In reviewing the 22 recommendations made by the Task Force, many are mirror images of the “bold moves” found in Ontario’s Green Energy Act back in 2009. In the $55 billion menu of proposed expenditures is $27.25 billion to be spent on retrofitting existing buildings to “make them more energy-efficient and safer from the effects of climate change.” There are also proposals that call for “new investments” in clean energy, such as hydrogen, and increased production and promotion of zero-emission vehicles. And there is the promise that the billions spent with the green recovery will create construction jobs, develop new green industries, all the while cutting carbon emissions and reducing Canadians’ energy bills.

Echoing the promises told to Ontarians by Premiers McGuinty and Wynne, the Task Force has painted a rosy picture indeed for the Liberals Green Energy Plan. Except consumer watchdog Dan McTeague, of Canadians for Affordable Energy, has fact checked the results of Ontario’s green policies to conclude: “Gerald Butts and Bruce Lourie are two folks well on their way to bankrupting Canada.” McTeague writes, “Ontario residents were not only massively subsidizing the generation of green energy in the first place – they then paid an additional subsidy to other jurisdictions, such as Michigan, to take the energy created “off our hands”… in 2016, Ontarians who were paying $100 in energy usage were actually paying $23 dollars for energy and $77 dollars for… the hidden tax used to pay for the green energy and associated mess-ups.”

In fact, McTeague points out that Ontario residents have paid, and will be paying dearly for the plan devised by Butts, Lourie and the Province’s environmental lobbyists. Ontarians’ energy bills increased 70 per cent from 2008-2016. The Province has some of the highest electricity rates in North America. Ontario’s Auditor General estimated that the Green Energy Act has cost the Province $170 billion over 30 years.

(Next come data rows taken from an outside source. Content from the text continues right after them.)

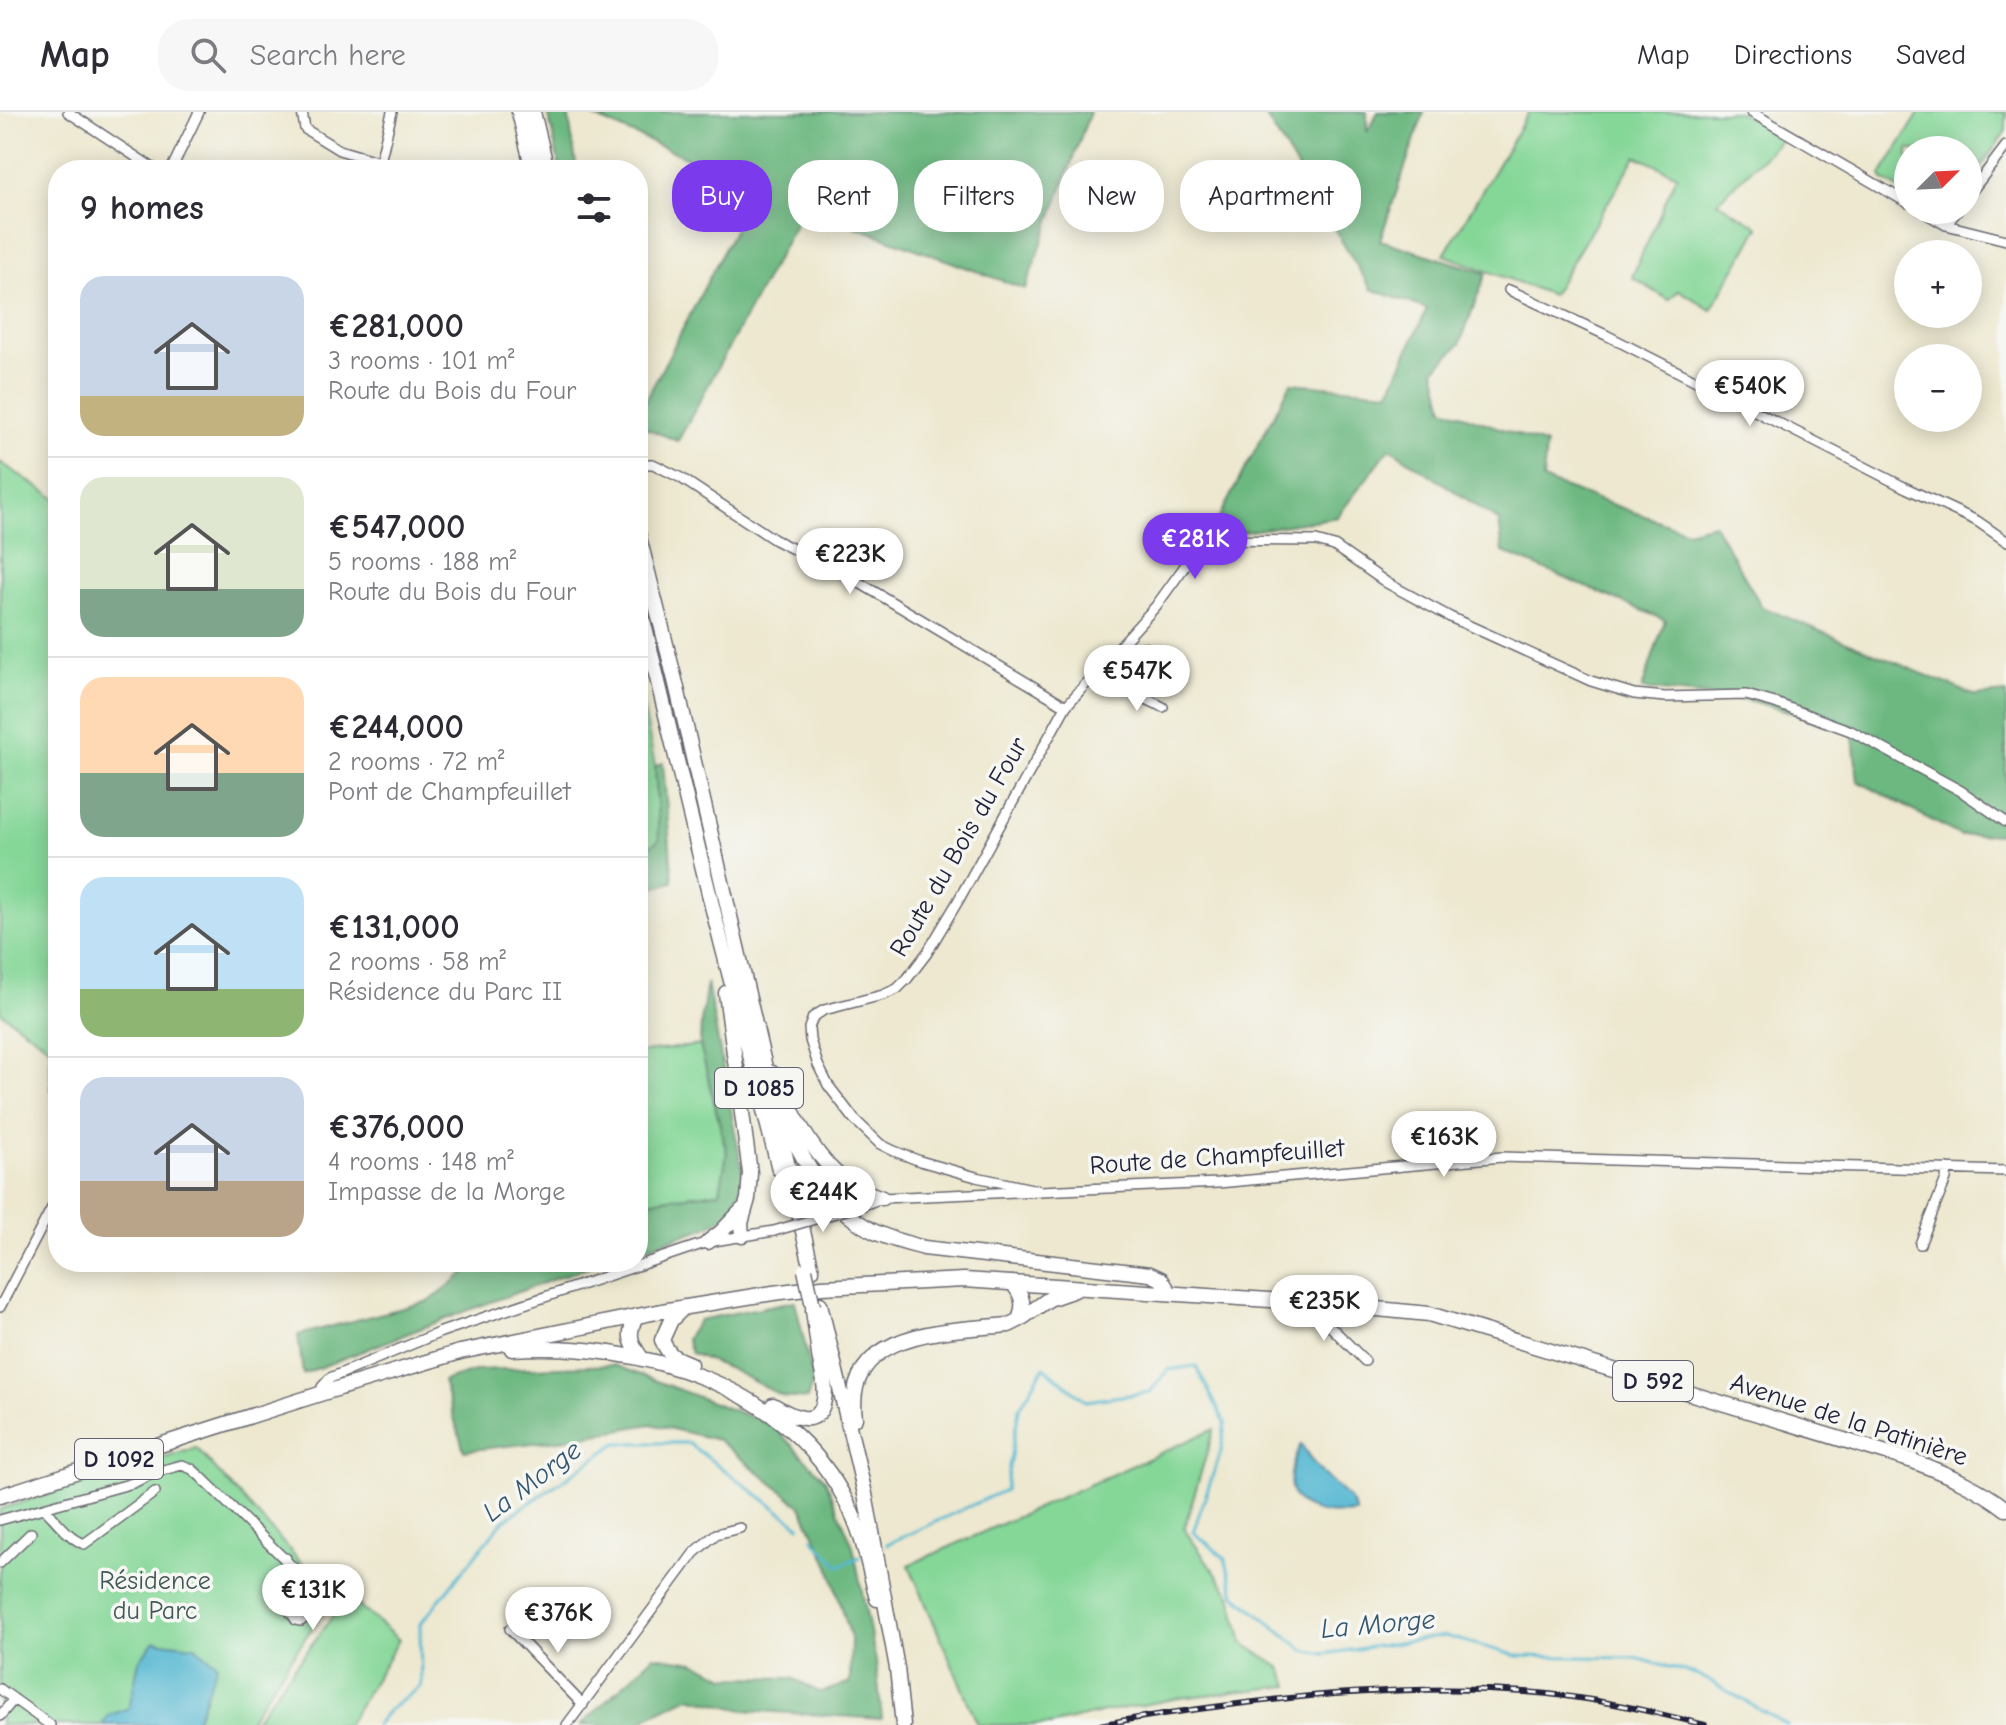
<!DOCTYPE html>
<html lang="en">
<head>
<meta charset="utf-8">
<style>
  body { margin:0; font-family:"Comic Neue",sans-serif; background:#f7f7f7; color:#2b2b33; height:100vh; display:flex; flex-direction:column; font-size:30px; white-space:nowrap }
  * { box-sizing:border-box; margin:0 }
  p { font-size:26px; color:#7c7c81 }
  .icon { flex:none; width:44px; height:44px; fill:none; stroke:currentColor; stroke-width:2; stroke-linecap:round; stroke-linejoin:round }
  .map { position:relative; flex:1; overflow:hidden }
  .side { position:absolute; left:48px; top:48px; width:600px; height:1112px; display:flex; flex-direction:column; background:#fff; border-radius:32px; box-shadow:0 4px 20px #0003 }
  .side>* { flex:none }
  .hud { position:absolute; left:672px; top:48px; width:760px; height:72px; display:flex; gap:16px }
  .needle { width:52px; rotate:66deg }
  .fabs { position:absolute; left:1894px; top:24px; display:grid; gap:16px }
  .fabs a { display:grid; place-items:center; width:88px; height:88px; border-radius:50%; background:#fff; box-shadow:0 4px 20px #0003; font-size:40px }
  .price { position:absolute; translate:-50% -68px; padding:0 18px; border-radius:28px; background:#fff; color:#222; font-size:26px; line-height:52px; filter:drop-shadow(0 2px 4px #0008) }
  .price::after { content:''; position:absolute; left:50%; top:48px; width:24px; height:18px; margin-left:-12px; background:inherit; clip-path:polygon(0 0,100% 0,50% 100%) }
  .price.current { background:#7c3aed; color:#fff }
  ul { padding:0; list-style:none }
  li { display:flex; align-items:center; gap:24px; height:200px; padding:0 32px }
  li+li { border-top:2px solid #e1e1e2 }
  li span { display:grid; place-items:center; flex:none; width:224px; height:160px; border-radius:24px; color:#555 }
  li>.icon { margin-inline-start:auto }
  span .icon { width:96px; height:96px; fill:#fffc; stroke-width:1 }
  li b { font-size:34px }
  h2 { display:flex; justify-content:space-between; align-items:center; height:96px; padding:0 32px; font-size:34px }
  .chip { padding:0 28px; border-radius:32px; background:#fff; box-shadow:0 4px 20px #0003; font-size:28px; line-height:72px }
  .chip.current { background:#7c3aed; color:#fff }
  header { display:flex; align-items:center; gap:48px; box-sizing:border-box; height:112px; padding:0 40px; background:#fff; border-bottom:2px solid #e1e1e2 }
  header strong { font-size:38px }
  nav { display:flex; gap:44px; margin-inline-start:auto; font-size:28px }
  .search { width:560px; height:72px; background:#f7f7f7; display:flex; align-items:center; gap:20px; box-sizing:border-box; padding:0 28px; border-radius:32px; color:#7c7c81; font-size:30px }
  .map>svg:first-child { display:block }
  .green { fill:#85d798; stroke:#547c6a; stroke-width:2 }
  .forest { fill:#6cb880; stroke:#476d5e; stroke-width:2 }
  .water { fill:#54b8d2; stroke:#3b6d86; stroke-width:2 }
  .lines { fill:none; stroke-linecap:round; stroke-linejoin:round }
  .stream { stroke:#54b8d2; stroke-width:3 }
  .street-casing { stroke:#69676f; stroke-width:12 }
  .primary-casing { stroke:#69676f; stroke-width:17 }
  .street { stroke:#fff; stroke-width:9 }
  .primary { stroke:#fff; stroke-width:14 }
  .rail-casing { stroke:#22223b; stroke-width:6 }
  .rail { stroke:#f6f6f2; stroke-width:3; stroke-dasharray:9; stroke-linecap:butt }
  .street-bridge-casing { stroke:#69676f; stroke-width:12; stroke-linecap:butt }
  .primary-bridge-casing { stroke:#69676f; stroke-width:17; stroke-linecap:butt }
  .street-bridge { stroke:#fff; stroke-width:9 }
  .primary-bridge { stroke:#fff; stroke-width:14 }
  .labels { text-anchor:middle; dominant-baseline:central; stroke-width:7; stroke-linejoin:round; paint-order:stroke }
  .shield { fill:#f6f6f2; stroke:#626272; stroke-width:2 }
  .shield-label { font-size:24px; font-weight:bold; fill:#22223b }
  .street-label { font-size:26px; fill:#22223b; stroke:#f6f6f2 }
  .park-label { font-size:26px; fill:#405857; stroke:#f6f6f2 }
  .water-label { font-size:28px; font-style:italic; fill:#345670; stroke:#f6f6f2 }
</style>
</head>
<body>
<header>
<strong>Map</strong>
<div class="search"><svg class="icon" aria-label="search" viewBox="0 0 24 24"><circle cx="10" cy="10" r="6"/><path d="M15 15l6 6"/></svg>Search here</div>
<nav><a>Map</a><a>Directions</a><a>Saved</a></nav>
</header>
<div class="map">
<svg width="2006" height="1613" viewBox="0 0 2006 1613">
  <rect width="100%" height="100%" fill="#f6f6f2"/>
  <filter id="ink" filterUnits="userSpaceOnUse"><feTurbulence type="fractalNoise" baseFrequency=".0125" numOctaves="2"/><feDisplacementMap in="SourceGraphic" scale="16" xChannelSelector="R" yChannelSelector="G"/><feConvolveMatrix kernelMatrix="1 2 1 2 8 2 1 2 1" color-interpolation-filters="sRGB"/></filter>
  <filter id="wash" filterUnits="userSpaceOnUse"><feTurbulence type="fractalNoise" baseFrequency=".006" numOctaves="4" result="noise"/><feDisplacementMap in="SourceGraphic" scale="32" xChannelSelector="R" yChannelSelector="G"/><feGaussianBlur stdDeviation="1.8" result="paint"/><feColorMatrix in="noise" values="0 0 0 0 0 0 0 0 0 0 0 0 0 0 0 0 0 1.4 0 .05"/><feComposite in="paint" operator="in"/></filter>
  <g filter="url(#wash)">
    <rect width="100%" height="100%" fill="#ede8cf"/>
    <!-- green -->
    <path class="green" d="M 1529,0 L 1740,0 L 1785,24 L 1717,90 L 1759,115 L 1711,198 L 1679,178 L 1669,188 L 1632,165 L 1677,63 L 1636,44 L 1552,183 L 1444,143 Z
      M 1920,0 L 2006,0 L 2006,19 L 1968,73 L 1968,38 L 1908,38 L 1908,82 L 1883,68 L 1881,63 Z
      M 0,350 L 58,388 L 58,984 L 51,978 L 50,936 L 0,900 Z
      M 638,571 L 655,654 L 659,729 L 638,742 Z
      M 700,933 L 727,1042 L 720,1080 L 638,1090 L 638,941 Z
      M 1214,1317 L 1184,1417 L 1231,1483 L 1243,1531 L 1281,1556 L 1289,1574 L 1179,1586 L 1100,1601 L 1050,1613 L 978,1613 L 909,1453 Z
      M 196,1336 L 333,1485 L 246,1613 L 0,1613 L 0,1397 Z
      M 348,1484 L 399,1528 L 347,1613 L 251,1613 Z"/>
    <!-- forest -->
    <path class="forest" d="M 548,0 L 568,0 L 577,58 L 560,58 Z
      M 583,0 L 1090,0 L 1025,177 L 804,96 L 678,329 L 638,313 L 638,303 L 756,76 Z
      M 1263,0 L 1367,0 L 1367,20 L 1378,0 L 1424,0 L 1380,128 L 1486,161 L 1460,232 L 1435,257 L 1444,296 L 1546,333 L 1543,368 L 1687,419 L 1714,412 L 1762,495 L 1976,584 L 2006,581 L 2006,721 L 1961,724 L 1858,669 L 1852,616 L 1747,588 L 1642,577 L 1665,508 L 1503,440 L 1499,409 L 1390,336 L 1337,405 L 1208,426 L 1291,271 L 1389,280 L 1427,197 L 1371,177 Z
      M 663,651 L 673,770 L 638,780 L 638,742 L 659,728 L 655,654 Z
      M 707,871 L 744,1067 L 731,1101 L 705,1116 L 638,1138 L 638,1090 L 720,1080 L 727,1041 L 700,933 L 701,910 Z
      M 478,1150 L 601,1150 L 466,1199 L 303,1262 L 298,1223 L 430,1189 Z
      M 795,1189 L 813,1268 L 807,1287 L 784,1285 L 732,1258 L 691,1241 L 686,1227 L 699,1208 Z
      M 614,1253 L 772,1313 L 825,1367 L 853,1434 L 876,1550 L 882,1607 L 744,1598 L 689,1585 L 647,1605 L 639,1613 L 581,1613 L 654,1544 L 694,1550 L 726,1565 L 793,1566 L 821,1581 L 850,1570 L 851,1526 L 829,1454 L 801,1394 L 718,1328 L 651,1312 L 567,1327 L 464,1339 L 443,1269 L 478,1258 Z"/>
    <!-- water -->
    <path class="water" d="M 1301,1332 C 1307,1341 1313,1352 1321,1360 C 1333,1374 1351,1382 1356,1401 C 1323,1404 1282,1400 1292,1356 C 1294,1348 1298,1339 1301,1332 Z
      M 154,1529 L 195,1534 L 217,1552 L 200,1599 L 193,1613 L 102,1613 L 109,1603 L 129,1596 L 139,1549 Z"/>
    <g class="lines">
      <!-- stream -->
      <path class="stream" d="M 812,1426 L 839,1454 L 860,1445
        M 887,1432 L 1005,1378 L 1019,1297 L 1044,1255 L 1086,1289 L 1150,1280 L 1168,1258 L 1196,1254 L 1225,1311 L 1221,1339 L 1193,1420 L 1225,1446 L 1235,1483 L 1304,1538 L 1324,1542 L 1445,1524 L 1518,1544 L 1636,1546 L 1699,1563 L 1787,1613
        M 376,1613 L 388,1599 L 421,1574 L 420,1512 L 503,1409 L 617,1331 L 688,1331 L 800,1414"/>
    </g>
  </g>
  <g filter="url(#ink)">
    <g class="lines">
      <!-- street casing -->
      <g class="street-casing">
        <path id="street" d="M 68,0 L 156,58
          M 302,0 L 305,17 L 339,38 L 380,50 L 378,58
          M 1751,0 L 1908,91
          M 380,50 L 392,0
          M 171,58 L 199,0
          M 1968,84 L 2006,34
          M 1920,98 L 1946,113 L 2006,128
          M 1946,113 L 1958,98
          M 1509,178 L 1606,223 L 1906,376 L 1977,409 L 2006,429
          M 638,352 L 653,352 L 681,366 L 775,428 L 848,464 L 1066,594
          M 1144,535 L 1155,547 L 1166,555
          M 1098,559 L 1125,577 L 1155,547
          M 1125,577 L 1163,595
          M 1037,1078 L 976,1065 L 920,1049 L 894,1039 L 880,1032 L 854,1007 L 828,973 L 818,953 L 810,928 L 809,916 L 813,905 L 824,898 L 883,883 L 897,877 L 907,867 L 927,841 L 958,789 L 1066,594 L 1156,494 L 1200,433 L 1210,428 L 1316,429 L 1334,434 L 1387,471 L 1450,505 L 1591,569 L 1634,582 L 1665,585 L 1746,583 L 1775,591 L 1851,619 L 1961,679 L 2006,710
          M 863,1093 L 882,1086 L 1218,1071 L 1502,1045 L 2006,1059
          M 1920,1132 L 1946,1067 L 1947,1057
          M 1315,1191 L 1321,1205 L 1365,1249
          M 0,1195 L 58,1084 L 58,1072
          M 323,1281 L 322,1275 L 330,1266 L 441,1220 L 708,1130 L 774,1119
          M 44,1396 C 56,1408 69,1426 84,1432 L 155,1380
          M 0,1408 L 133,1371 L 156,1360 L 182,1353 L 192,1357 L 201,1365 L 318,1480 C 320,1491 309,1502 301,1509 L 296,1508 L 289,1498 L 286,1446
          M 0,1451 L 31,1421
          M 510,1517 L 583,1593
          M 0,1577 L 50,1613
          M 0,1604 L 14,1587
          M 567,1613 L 694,1441 L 716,1422 L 740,1416"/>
      </g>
      <!-- primary casing -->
      <g class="primary-casing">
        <path id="primary" d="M 519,0 L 533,58
          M 533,0 L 547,58
          M 638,421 L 676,572 L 812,1158
          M 638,487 L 712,794 L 779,1057
          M 726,881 L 750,1061 L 748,1087 L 741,1111 L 742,1124
          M 772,961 C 791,996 813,1047 847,1070 C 857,1078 870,1081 882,1086
          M 784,1000 C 799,1047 827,1094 871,1118 C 888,1127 906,1131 924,1136 L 1150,1162 L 1161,1167 L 1170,1181
          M 708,1130 L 721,1120 L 742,1098
          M 1012,1171 C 1023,1183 1025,1193 1019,1208
          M 820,1192 L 865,1382 L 897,1556 L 903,1613
          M 684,1195 L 671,1208 L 662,1228 C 669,1244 674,1246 690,1252
          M 636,1204 C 627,1223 630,1230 642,1247
          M 512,1237 C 639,1229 788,1271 848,1393 C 863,1422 869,1456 877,1487
          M 773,1293 C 789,1303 819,1319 824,1288 C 827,1274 821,1257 819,1243 C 817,1228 815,1213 813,1198
          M 855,1306 C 843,1216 949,1219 1009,1213 L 1019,1208 L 1049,1187 L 1075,1178
          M 0,1384 L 323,1281 L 460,1240 L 662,1199 L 773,1181 L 822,1175 L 964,1168 L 1315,1191 L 1429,1202 L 1913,1349 C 1946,1362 1978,1375 2006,1397"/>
      </g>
      <!-- street -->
      <use href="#street" class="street"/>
      <!-- primary -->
      <use href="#primary" class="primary"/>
      <!-- rail casing -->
      <g class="rail-casing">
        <path id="rail" d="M 1100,1613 C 1138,1605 1176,1600 1214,1595 C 1317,1581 1422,1573 1525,1580 C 1586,1584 1646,1598 1705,1613"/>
      </g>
      <!-- rail -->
      <use href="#rail" class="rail"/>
      <!-- street-bridge casing -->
      <g class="street-bridge-casing">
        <path id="street-bridge" d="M 774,1119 L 863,1093"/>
      </g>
      <!-- primary-bridge casing -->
      <g class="primary-bridge-casing">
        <path id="primary-bridge" d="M 805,1158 L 813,1194"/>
      </g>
      <!-- street-bridge -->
      <use href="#street-bridge" class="street-bridge"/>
      <!-- primary-bridge -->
      <use href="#primary-bridge" class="primary-bridge"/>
    </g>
  </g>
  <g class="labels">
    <!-- shield labels -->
    <g class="shield">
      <rect x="715" y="956" width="88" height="40" rx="6"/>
      <rect x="1613" y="1249" width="80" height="40" rx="6"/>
      <rect x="75" y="1327" width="88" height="40" rx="6"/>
    </g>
    <g class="shield-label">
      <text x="759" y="976">D 1085</text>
      <text x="1653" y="1269">D 592</text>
      <text x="119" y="1347">D 1092</text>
    </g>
    <!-- street labels -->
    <g class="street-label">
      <text transform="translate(959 735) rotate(-60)">Route du Bois du Four</text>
      <text transform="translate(1217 1045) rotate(-4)">Route de Champfeuillet</text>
      <text transform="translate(1849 1308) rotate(18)">Avenue de la Patinière</text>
    </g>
    <!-- park labels -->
    <g class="park-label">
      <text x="155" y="1469">Résidence<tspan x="155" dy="30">du Parc</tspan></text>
    </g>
    <!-- water labels -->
    <g class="water-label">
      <text transform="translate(532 1369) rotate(-37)">La Morge</text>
      <text transform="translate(1378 1512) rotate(-5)">La Morge</text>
    </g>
  </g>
</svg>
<div class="fabs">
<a><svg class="needle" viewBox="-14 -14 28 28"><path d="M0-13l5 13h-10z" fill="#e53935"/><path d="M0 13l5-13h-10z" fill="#7c7c81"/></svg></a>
<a>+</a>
<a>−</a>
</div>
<b class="price" style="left:1750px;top:316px">€540K</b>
<b class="price current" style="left:1195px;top:469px">€281K</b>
<b class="price" style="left:850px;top:484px">€223K</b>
<b class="price" style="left:1137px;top:601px">€547K</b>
<b class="price" style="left:1444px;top:1067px">€163K</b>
<b class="price" style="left:823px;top:1122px">€244K</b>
<b class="price" style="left:1324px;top:1231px">€235K</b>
<b class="price" style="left:313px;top:1520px">€131K</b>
<b class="price" style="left:558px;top:1543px">€376K</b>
<div class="hud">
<a class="chip current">Buy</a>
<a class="chip">Rent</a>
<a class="chip">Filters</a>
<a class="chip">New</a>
<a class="chip">Apartment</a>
</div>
<section class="side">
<h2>9 homes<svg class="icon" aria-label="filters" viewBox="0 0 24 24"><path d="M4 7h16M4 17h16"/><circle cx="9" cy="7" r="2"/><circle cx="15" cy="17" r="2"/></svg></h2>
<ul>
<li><span style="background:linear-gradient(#c9d6e8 75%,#c2b280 0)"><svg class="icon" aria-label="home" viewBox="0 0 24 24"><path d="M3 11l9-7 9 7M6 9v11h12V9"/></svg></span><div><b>€281,000</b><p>3 rooms · 101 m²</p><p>Route du Bois du Four</p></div></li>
<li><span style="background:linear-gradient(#dfe7d0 70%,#7fa58c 0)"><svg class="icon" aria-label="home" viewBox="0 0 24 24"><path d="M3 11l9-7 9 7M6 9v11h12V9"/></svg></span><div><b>€547,000</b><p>5 rooms · 188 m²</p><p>Route du Bois du Four</p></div></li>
<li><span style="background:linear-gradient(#ffd9b3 60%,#7fa58c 0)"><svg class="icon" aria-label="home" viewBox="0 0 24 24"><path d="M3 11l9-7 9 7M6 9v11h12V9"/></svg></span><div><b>€244,000</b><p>2 rooms · 72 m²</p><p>Pont de Champfeuillet</p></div></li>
<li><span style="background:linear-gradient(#bfe0f5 70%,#8fb573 0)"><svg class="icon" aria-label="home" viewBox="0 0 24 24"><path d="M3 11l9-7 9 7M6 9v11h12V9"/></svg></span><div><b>€131,000</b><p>2 rooms · 58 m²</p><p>Résidence du Parc II</p></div></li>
<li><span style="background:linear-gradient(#c9d6e8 65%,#b9a48a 0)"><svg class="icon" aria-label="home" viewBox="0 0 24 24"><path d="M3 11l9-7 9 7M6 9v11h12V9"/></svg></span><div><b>€376,000</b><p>4 rooms · 148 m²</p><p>Impasse de la Morge</p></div></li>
</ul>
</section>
</div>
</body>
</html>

The Toronto Sun editorial team also recently warned Canadians of the potential of repeating Ontario’s fiascos: “Prime Minister Justin Trudeau’s vision of a taxpayer-funded, green energy revolution powering Canada out of the COVID-19 recession is the same one former Liberal premier Dalton McGuinty had in Ontario during the 2008 recession. Trudeau is telling us now, as McGuinty did then, that we can spend ourselves rich by cashing in on a global green energy bonanza.”

Last word to Candice Malcolm of True North media who perhaps put it best: “Trudeau may pretend to be a visionary selling a green new future, but anyone who has lived through the nightmare of destructive green energy policies knows a snake oil salesman when they see one.”